Western Governors University (WGU) BUS2060 D078 Business Environment Applications I: Business Structures and Legal Environment Pre-assesment Practice Exam

Question: 1 / 400

Which business structure allows for pass-through taxation?

Corporation

Sole proprietorship

Limited Liability Company (LLC)

Both Sole proprietorship and LLC

Pass-through taxation refers to a tax treatment where the income of a business is not taxed at the entity level but instead is reported on the owners' personal tax returns. This means that the business itself does not pay federal income taxes; instead, the profits "pass through" to the owners, who then pay the tax at their individual income tax rates.

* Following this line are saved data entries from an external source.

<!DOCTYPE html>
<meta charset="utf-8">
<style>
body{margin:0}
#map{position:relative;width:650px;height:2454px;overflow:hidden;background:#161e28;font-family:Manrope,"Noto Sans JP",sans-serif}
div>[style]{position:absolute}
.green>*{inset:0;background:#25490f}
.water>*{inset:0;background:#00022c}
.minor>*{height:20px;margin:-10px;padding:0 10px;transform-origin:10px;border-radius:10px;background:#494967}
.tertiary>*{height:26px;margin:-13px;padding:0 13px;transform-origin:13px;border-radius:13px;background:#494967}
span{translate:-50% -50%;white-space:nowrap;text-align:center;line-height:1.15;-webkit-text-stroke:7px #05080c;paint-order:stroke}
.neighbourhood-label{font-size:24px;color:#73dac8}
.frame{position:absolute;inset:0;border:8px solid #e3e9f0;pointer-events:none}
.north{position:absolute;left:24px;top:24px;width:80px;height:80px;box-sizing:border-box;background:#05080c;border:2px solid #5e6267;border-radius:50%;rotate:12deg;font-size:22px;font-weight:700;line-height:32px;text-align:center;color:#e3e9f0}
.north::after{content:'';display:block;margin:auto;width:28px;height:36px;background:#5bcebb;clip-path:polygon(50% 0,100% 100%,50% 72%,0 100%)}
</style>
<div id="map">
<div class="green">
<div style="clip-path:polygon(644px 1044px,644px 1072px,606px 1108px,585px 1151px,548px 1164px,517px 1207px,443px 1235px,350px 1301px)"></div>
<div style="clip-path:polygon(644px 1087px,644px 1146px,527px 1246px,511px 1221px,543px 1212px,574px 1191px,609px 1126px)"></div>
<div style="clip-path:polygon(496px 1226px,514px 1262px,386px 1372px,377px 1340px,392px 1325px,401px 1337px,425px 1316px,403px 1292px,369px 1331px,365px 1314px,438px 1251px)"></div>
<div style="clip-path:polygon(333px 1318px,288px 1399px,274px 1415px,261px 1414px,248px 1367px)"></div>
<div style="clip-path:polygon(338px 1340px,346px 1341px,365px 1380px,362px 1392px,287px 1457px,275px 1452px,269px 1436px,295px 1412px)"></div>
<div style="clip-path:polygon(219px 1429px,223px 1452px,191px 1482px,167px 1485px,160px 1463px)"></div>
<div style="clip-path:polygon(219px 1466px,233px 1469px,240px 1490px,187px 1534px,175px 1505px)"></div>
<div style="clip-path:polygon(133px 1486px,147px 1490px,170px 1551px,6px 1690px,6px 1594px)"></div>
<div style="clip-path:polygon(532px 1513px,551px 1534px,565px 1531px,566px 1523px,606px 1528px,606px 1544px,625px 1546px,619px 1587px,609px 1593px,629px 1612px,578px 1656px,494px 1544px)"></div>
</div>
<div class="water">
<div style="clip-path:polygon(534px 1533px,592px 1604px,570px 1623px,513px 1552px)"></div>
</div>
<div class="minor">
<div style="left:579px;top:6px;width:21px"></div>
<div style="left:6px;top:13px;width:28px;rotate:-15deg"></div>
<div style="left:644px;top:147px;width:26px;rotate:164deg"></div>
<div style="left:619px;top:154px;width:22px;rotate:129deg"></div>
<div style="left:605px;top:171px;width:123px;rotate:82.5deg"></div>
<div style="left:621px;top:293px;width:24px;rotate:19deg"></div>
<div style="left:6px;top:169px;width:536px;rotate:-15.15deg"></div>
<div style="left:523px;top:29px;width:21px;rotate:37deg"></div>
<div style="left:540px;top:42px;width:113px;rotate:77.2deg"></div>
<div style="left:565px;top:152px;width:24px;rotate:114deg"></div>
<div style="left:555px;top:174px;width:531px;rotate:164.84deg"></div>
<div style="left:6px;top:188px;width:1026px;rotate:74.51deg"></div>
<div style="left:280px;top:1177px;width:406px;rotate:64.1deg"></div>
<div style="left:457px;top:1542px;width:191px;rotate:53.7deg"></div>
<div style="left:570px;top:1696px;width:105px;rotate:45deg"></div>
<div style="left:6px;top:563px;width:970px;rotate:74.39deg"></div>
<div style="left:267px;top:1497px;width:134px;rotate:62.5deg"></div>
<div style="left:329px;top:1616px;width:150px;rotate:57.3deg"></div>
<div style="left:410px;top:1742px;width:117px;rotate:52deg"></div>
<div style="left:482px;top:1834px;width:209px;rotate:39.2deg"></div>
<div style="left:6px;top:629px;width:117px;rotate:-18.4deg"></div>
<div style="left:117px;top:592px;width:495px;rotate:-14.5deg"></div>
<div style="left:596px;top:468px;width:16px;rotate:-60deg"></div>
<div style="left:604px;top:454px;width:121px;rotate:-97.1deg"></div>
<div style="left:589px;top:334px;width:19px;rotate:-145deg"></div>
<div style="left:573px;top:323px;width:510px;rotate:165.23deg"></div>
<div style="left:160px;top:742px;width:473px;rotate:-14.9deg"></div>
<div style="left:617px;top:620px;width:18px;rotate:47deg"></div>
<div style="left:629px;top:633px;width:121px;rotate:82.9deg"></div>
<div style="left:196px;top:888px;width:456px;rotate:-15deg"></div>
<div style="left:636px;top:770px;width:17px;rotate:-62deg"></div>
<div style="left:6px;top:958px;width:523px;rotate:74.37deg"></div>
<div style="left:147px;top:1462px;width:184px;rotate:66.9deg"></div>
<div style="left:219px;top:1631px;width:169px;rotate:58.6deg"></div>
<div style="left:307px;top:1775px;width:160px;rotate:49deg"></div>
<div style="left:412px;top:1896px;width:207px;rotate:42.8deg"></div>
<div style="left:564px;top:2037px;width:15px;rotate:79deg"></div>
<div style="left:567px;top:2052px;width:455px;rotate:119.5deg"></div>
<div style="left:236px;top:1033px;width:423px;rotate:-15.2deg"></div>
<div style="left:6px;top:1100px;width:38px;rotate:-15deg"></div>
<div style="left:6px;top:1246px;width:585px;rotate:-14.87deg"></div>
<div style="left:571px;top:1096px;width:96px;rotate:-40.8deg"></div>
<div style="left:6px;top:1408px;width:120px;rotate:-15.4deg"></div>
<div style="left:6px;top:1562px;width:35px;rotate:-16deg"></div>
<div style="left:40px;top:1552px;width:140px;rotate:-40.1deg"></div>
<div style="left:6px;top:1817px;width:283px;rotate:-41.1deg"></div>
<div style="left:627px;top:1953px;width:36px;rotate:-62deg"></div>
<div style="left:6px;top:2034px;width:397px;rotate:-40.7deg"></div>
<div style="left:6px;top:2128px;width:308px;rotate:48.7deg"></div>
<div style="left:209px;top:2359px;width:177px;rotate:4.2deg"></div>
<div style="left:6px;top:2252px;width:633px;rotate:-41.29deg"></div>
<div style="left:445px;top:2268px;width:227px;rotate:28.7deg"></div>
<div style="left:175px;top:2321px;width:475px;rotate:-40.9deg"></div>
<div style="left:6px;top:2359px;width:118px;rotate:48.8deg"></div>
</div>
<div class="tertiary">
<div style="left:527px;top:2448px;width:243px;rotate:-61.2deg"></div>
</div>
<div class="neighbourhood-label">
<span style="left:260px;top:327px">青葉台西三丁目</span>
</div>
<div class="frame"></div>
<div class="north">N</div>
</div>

Both sole proprietorships and limited liability companies (LLCs) are designed to provide this tax benefit. In a sole proprietorship, the individual owner reports business income on their personal tax return, making the business's profits subject only to individual taxation. Similarly, an LLC, by default, qualifies for pass-through taxation. The income generated by the LLC flows through to its members’ tax returns, avoiding double taxation that is often associated with corporations.

This specific tax treatment is appealing to many small business owners, as it simplifies tax filing and can lead to lower overall tax burdens in many situations. Therefore, the combination of sole proprietorships and LLCs both allowing pass-through taxation makes the answer to this question the correct choice.